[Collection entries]
· · · ·

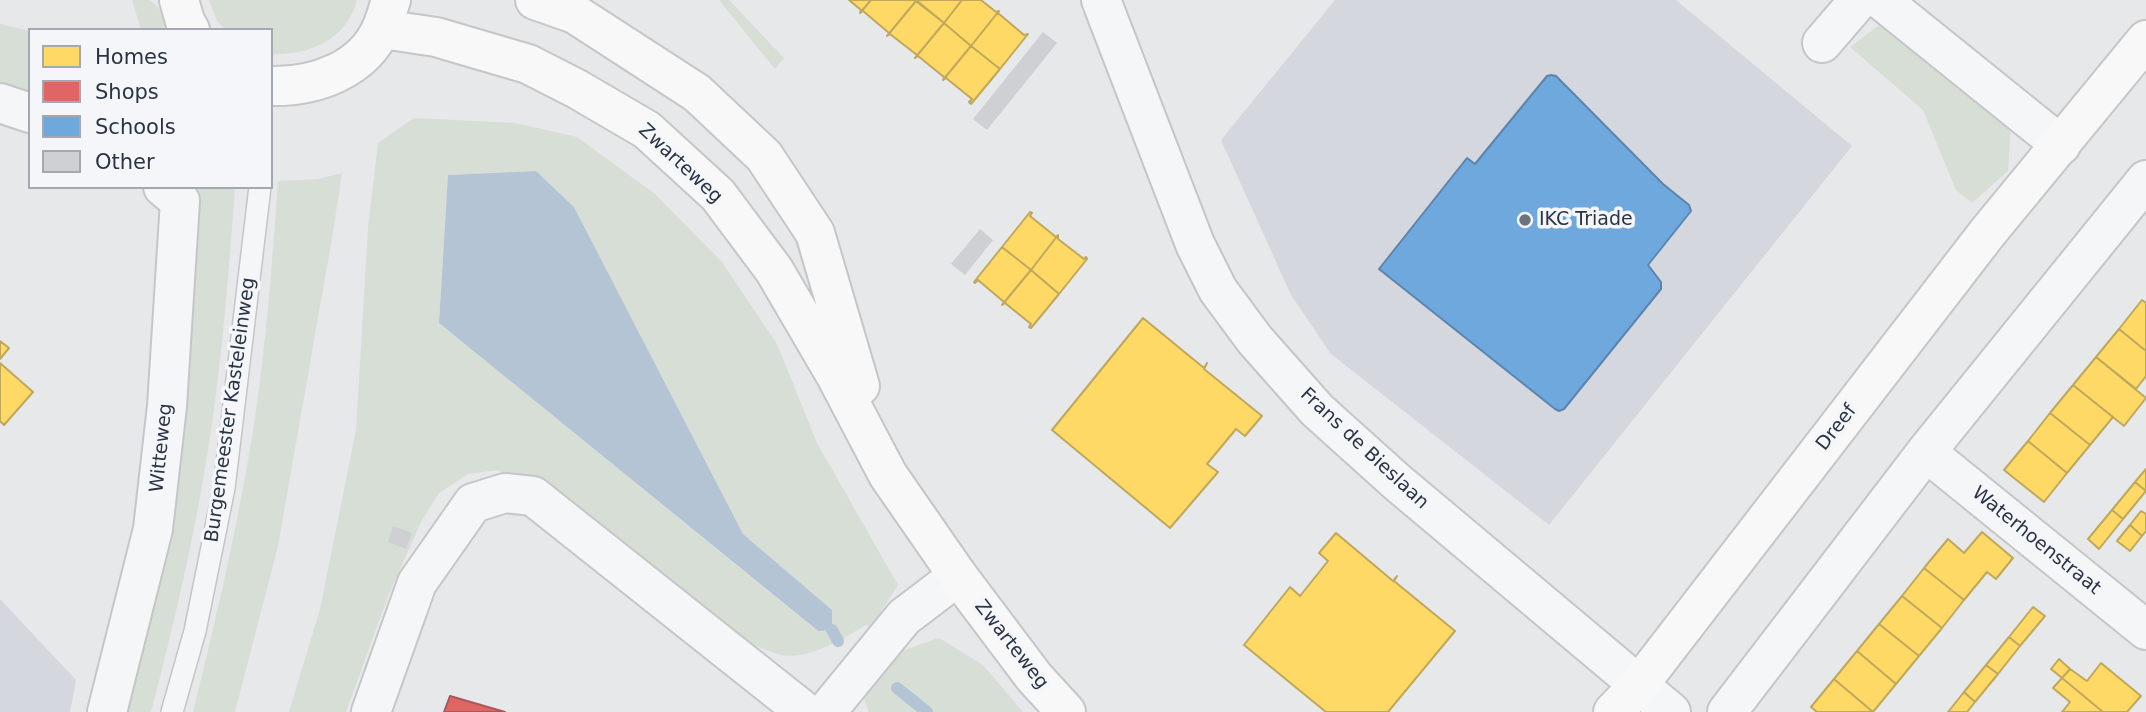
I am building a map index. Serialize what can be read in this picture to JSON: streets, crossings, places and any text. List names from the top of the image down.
{
  "streets": {
    "main road": ["Zwarteweg", "Dreef"],
    "street": ["Witteweg", "Frans de Bieslaan", "Waterhoenstraat"],
    "lane": ["Burgemeester Kasteleinweg"]
  },
  "crossings": [
    ["Dreef", "Frans de Bieslaan"]
  ],
  "places": ["IKC Triade"],
  "legend": [
    "Homes",
    "Shops",
    "Schools",
    "Other"
  ]
}
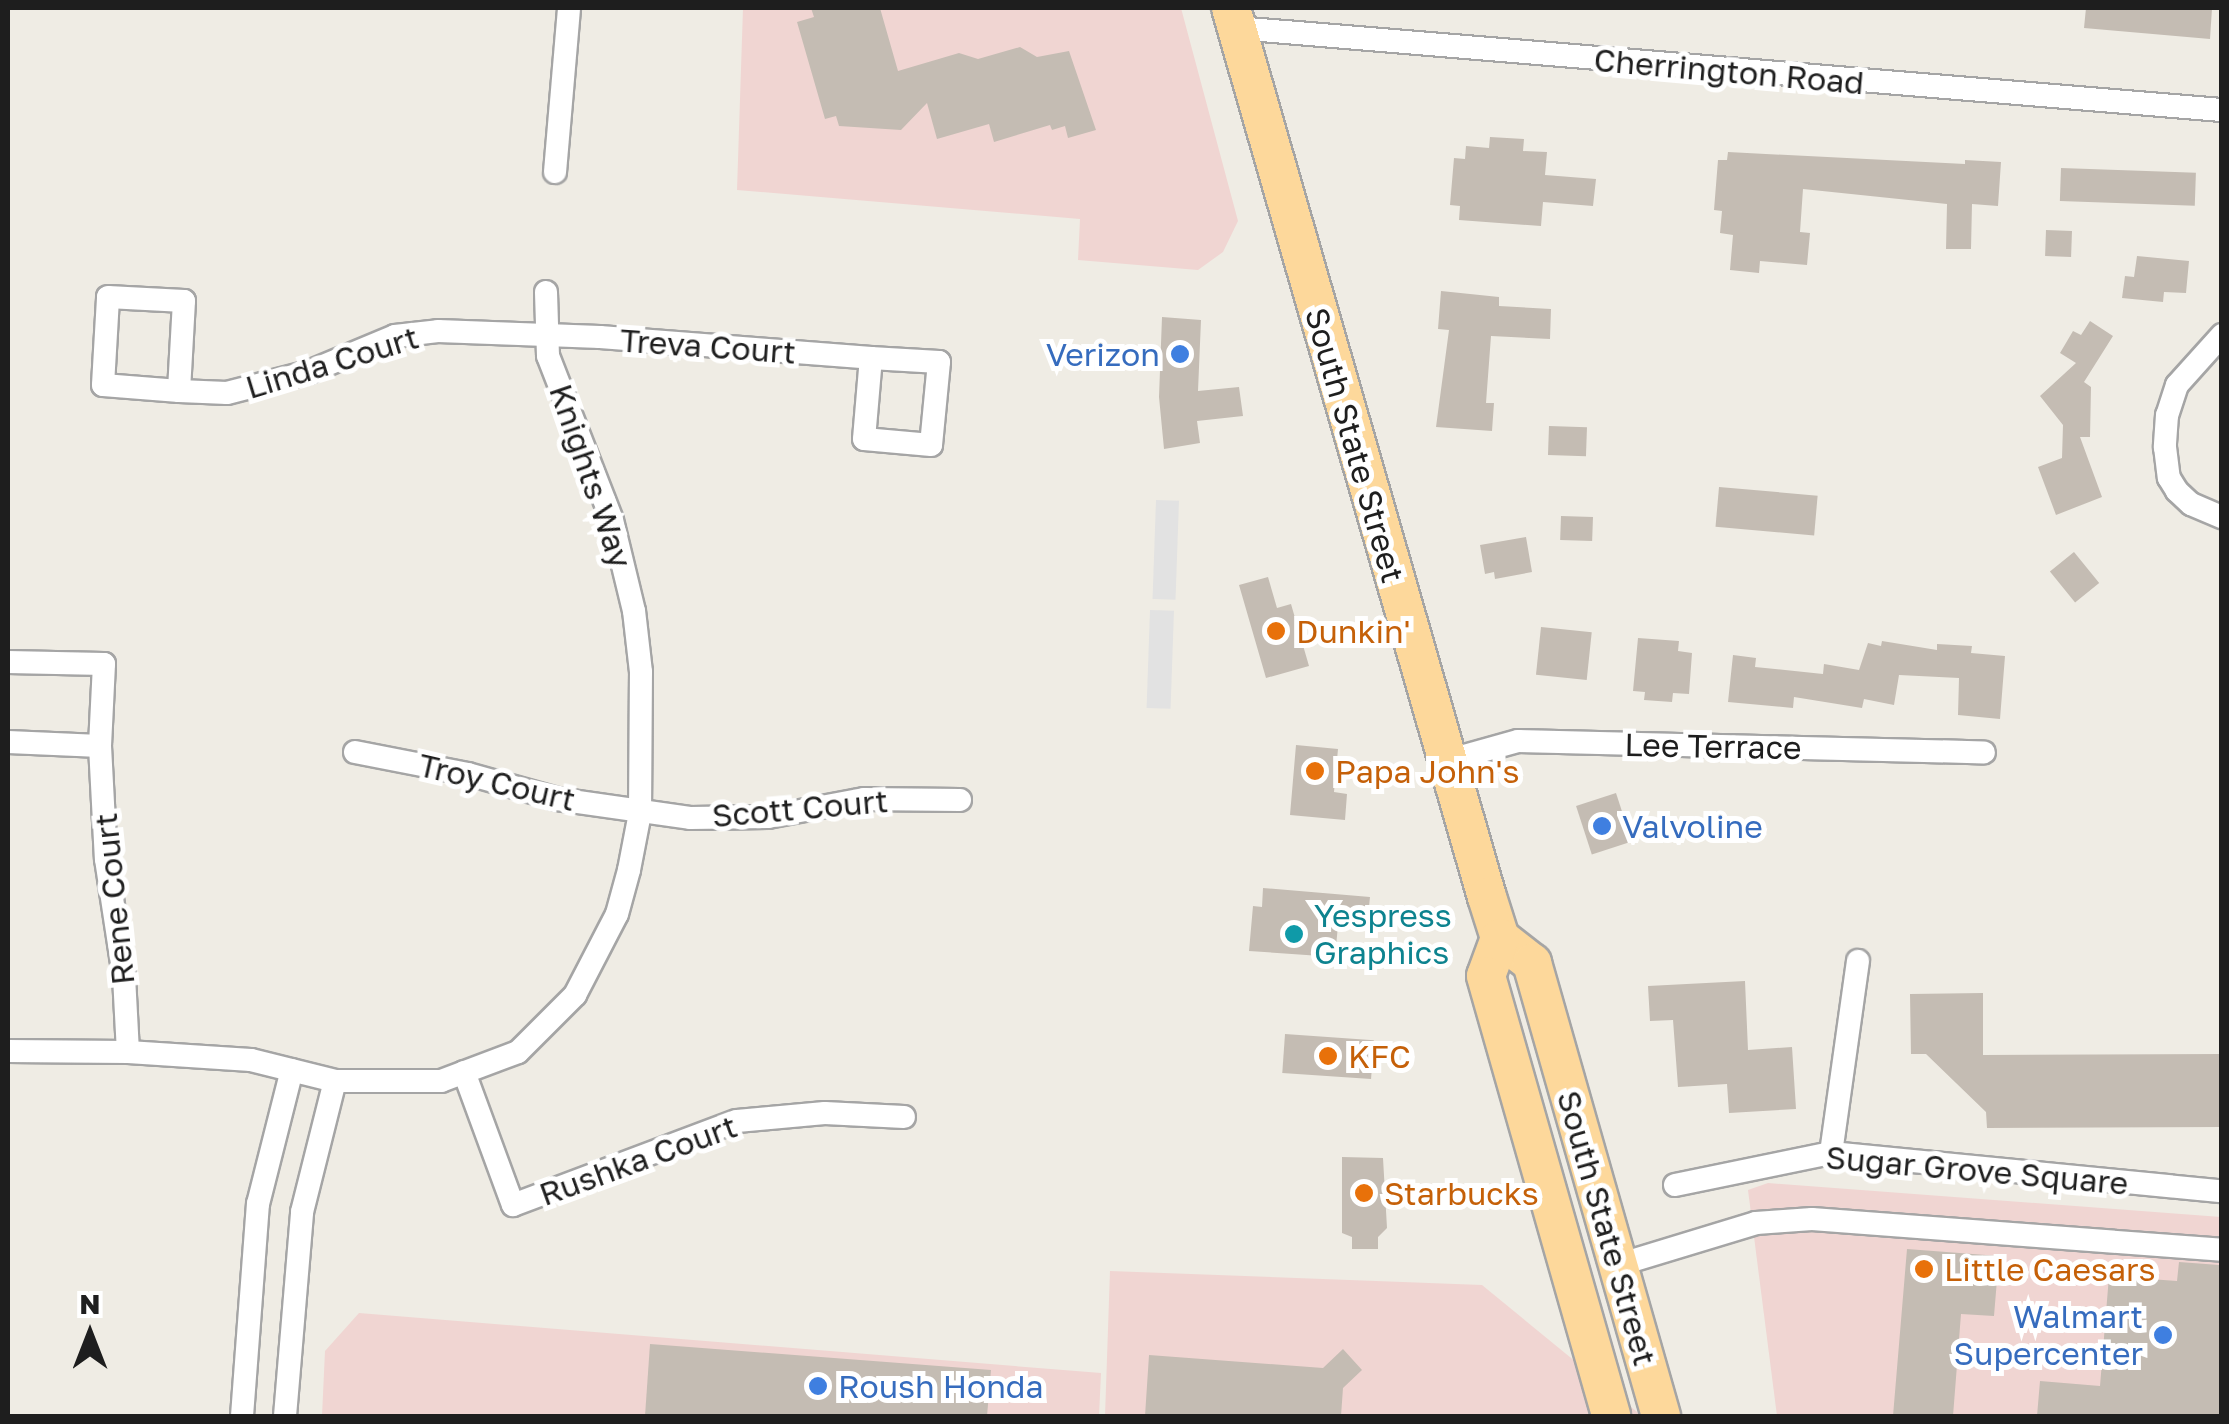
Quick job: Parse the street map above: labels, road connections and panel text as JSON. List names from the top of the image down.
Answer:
{
  "streets": {
    "main road": ["South State Street"],
    "street": [
      "Cherrington Road",
      "Treva Court",
      "Linda Court",
      "Knights Way",
      "Lee Terrace",
      "Troy Court",
      "Scott Court",
      "Rene Court",
      "Rushka Court",
      "Sugar Grove Square"
    ]
  },
  "crossings": [
    ["Cherrington Road", "South State Street"],
    ["Treva Court", "Linda Court"],
    ["Treva Court", "Knights Way"],
    ["Linda Court", "Knights Way"],
    ["South State Street", "Lee Terrace"],
    ["Knights Way", "Troy Court"],
    ["Knights Way", "Scott Court"],
    ["Knights Way", "Rene Court"],
    ["Knights Way", "Rushka Court"],
    ["Troy Court", "Scott Court"]
  ],
  "places": [
    "Verizon",
    "Dunkin'",
    "Papa John's",
    "Valvoline",
    "Yespress Graphics",
    "KFC",
    "Starbucks",
    "Little Caesars",
    "Walmart Supercenter",
    "Roush Honda"
  ],
  "north": "top"
}
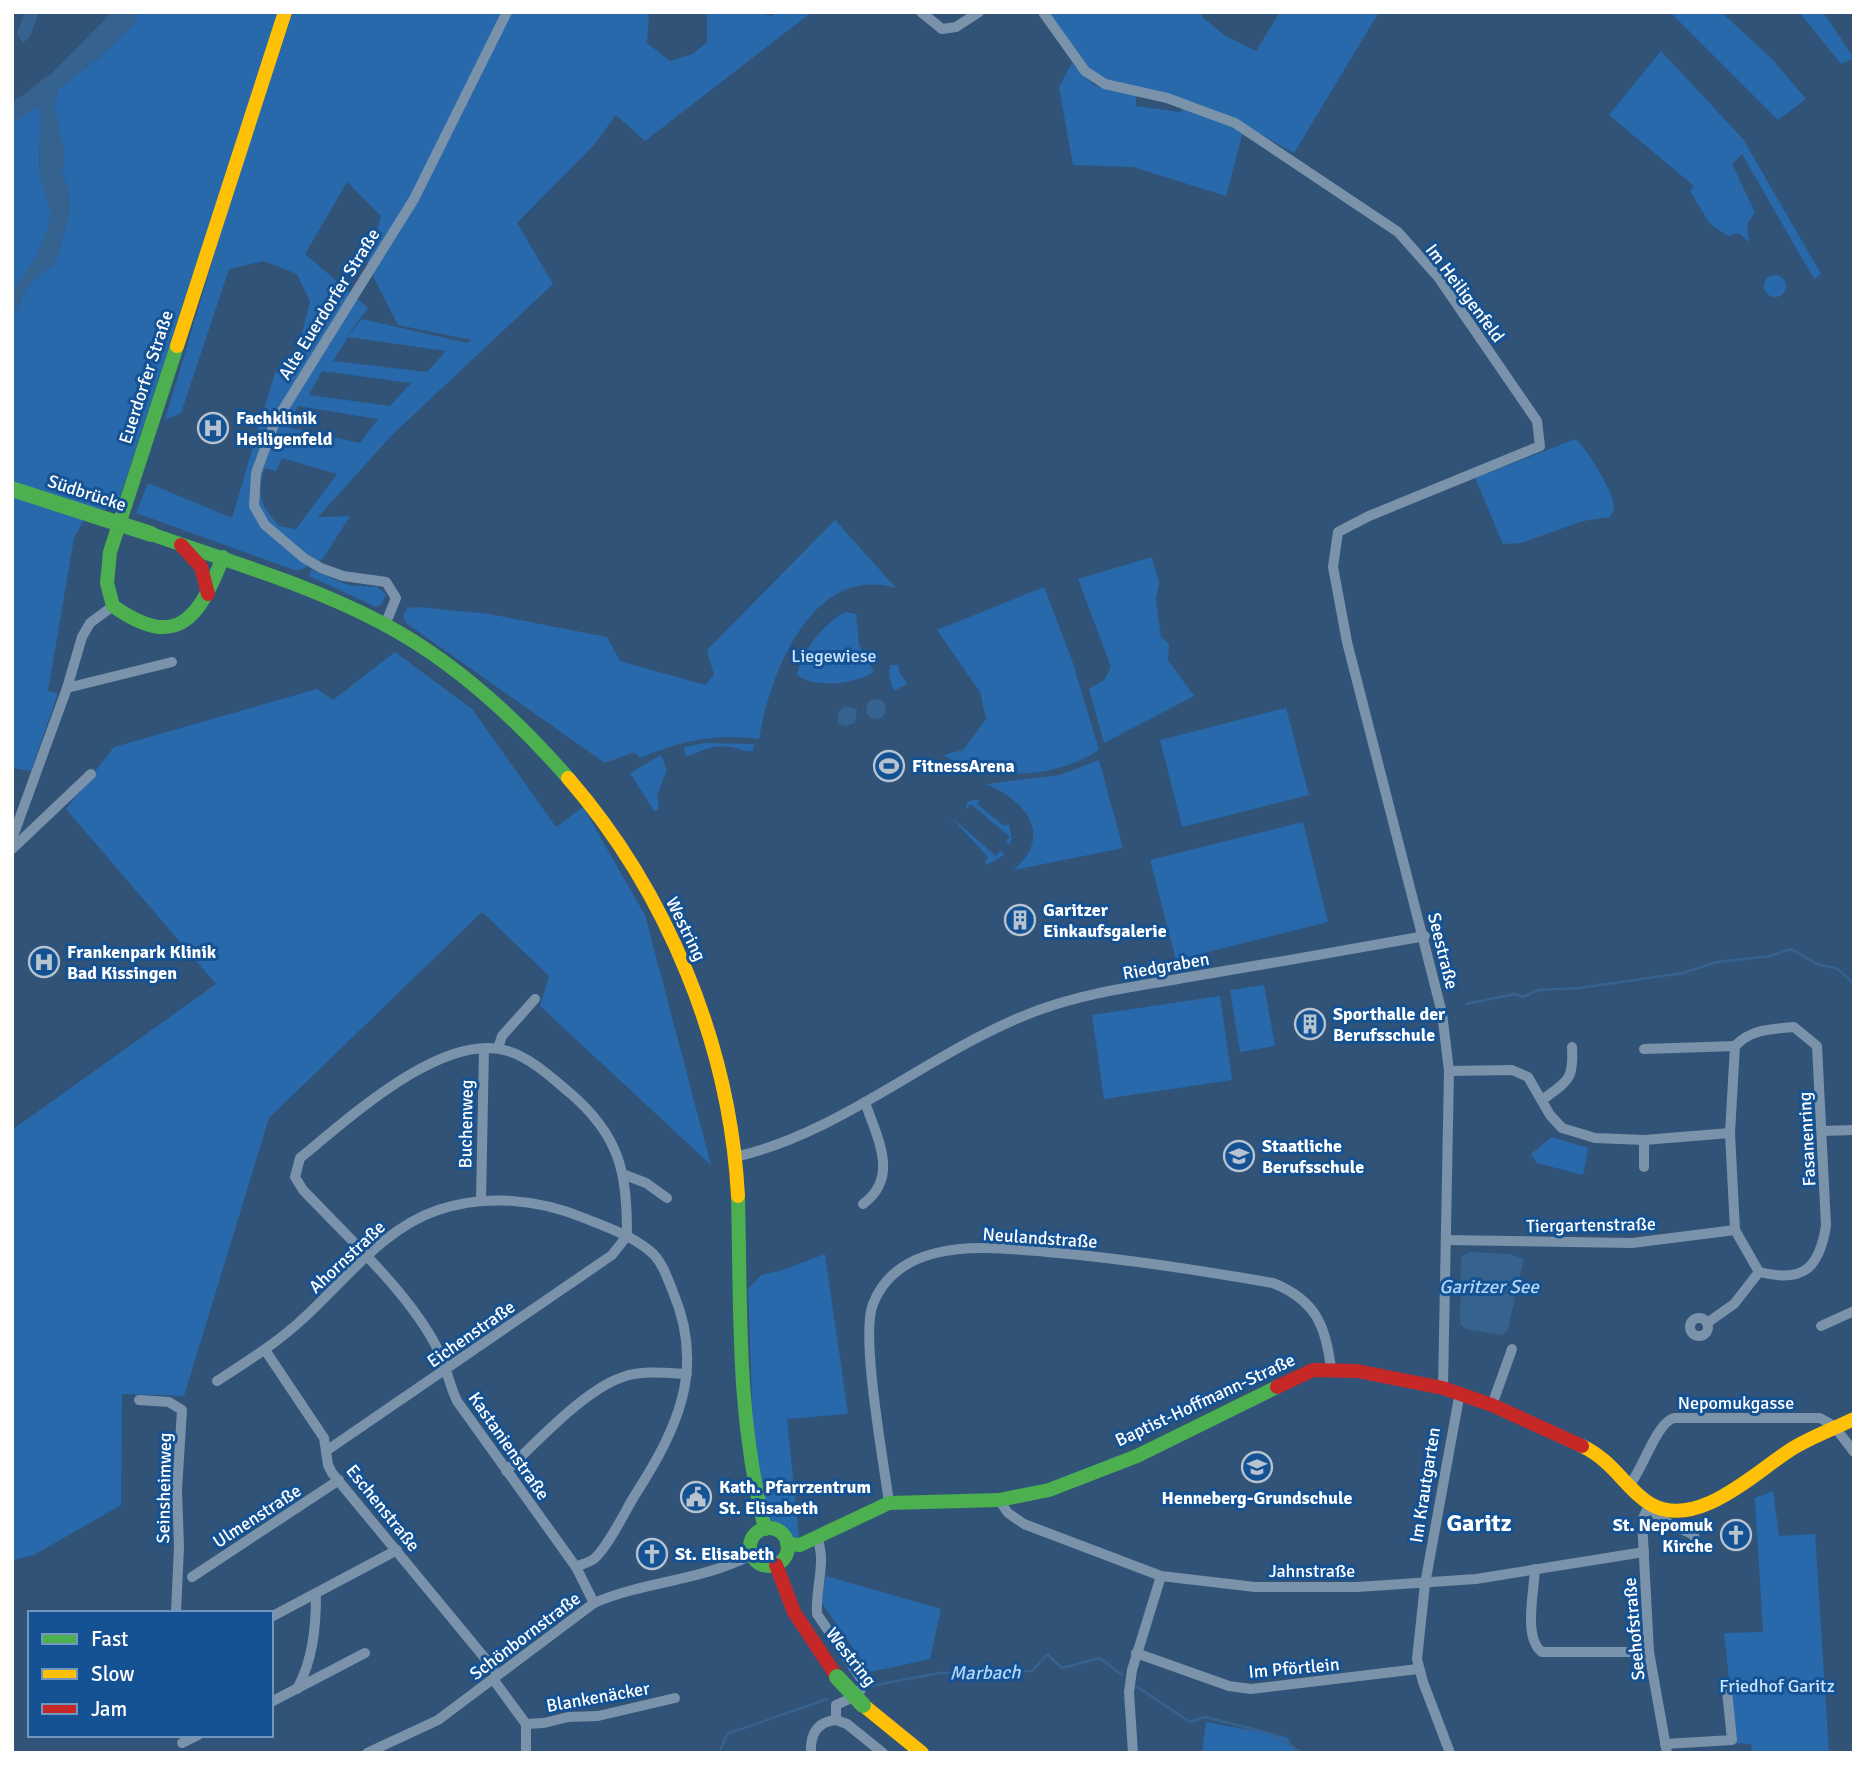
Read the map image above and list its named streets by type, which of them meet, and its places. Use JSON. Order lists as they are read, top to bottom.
{
  "streets": {
    "main road": [
      "Euerdorfer Straße",
      "Südbrücke",
      "Westring",
      "Baptist-Hoffmann-Straße"
    ],
    "street": [
      "Im Heiligenfeld",
      "Alte Euerdorfer Straße",
      "Seestraße",
      "Riedgraben",
      "Buchenweg",
      "Fasanenring",
      "Tiergartenstraße",
      "Neulandstraße",
      "Ahornstraße",
      "Eichenstraße",
      "Nepomukgasse",
      "Kastanienstraße",
      "Im Krautgarten",
      "Seinsheimweg",
      "Eschenstraße",
      "Ulmenstraße",
      "Jahnstraße",
      "Seehofstraße",
      "Schönbornstraße",
      "Im Pförtlein",
      "Blankenäcker"
    ]
  },
  "crossings": [
    ["Im Heiligenfeld", "Seestraße"],
    ["Alte Euerdorfer Straße", "Westring"],
    ["Südbrücke", "Westring"],
    ["Westring", "Riedgraben"],
    ["Westring", "Schönbornstraße"],
    ["Seestraße", "Riedgraben"],
    ["Seestraße", "Tiergartenstraße"],
    ["Seestraße", "Baptist-Hoffmann-Straße"],
    ["Seestraße", "Im Krautgarten"],
    ["Buchenweg", "Ahornstraße"],
    ["Buchenweg", "Kastanienstraße"],
    ["Neulandstraße", "Baptist-Hoffmann-Straße"],
    ["Ahornstraße", "Eichenstraße"],
    ["Ahornstraße", "Kastanienstraße"],
    ["Ahornstraße", "Eschenstraße"],
    ["Eichenstraße", "Kastanienstraße"],
    ["Eichenstraße", "Eschenstraße"],
    ["Baptist-Hoffmann-Straße", "Nepomukgasse"],
    ["Baptist-Hoffmann-Straße", "Im Krautgarten"],
    ["Baptist-Hoffmann-Straße", "Jahnstraße"],
    ["Baptist-Hoffmann-Straße", "Seehofstraße"],
    ["Kastanienstraße", "Schönbornstraße"],
    ["Im Krautgarten", "Jahnstraße"],
    ["Im Krautgarten", "Im Pförtlein"],
    ["Eschenstraße", "Ulmenstraße"],
    ["Eschenstraße", "Schönbornstraße"],
    ["Eschenstraße", "Blankenäcker"],
    ["Jahnstraße", "Seehofstraße"]
  ],
  "districts": ["Garitz"],
  "water": ["Garitzer See", "Marbach"],
  "parks": ["Liegewiese", "Friedhof Garitz"],
  "places": {
    "hospital": ["Fachklinik Heiligenfeld", "Frankenpark Klinik Bad Kissingen"],
    "sports": ["FitnessArena"],
    "building": ["Garitzer Einkaufsgalerie", "Sporthalle der Berufsschule"],
    "school or university": ["Staatliche Berufsschule", "Henneberg-Grundschule"],
    "public building": ["Kath. Pfarrzentrum St. Elisabeth"],
    "church": ["St. Nepomuk Kirche", "St. Elisabeth"]
  },
  "legend": ["Fast", "Slow", "Jam"]
}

· · · ·

◆ TASK INSTRUCTIONS ◆
Take the lines from the first line of the entries through the line with "Quick job: Parse", inclusive, and give them again exactly, minus any pictures.

◆ EXPECTED ANSWER ◆
I am building a map index. Serialize what can be read in this picture to JSON: streets, crossings, places and any text. List names from the top of the image down.
{
  "streets": {
    "main road": ["Zwarteweg", "Dreef"],
    "street": ["Witteweg", "Frans de Bieslaan", "Waterhoenstraat"],
    "lane": ["Burgemeester Kasteleinweg"]
  },
  "crossings": [
    ["Dreef", "Frans de Bieslaan"]
  ],
  "places": ["IKC Triade"],
  "legend": [
    "Homes",
    "Shops",
    "Schools",
    "Other"
  ]
}
Quick job: Parse the street map above: labels, road connections and panel text as JSON. List names from the top of the image down.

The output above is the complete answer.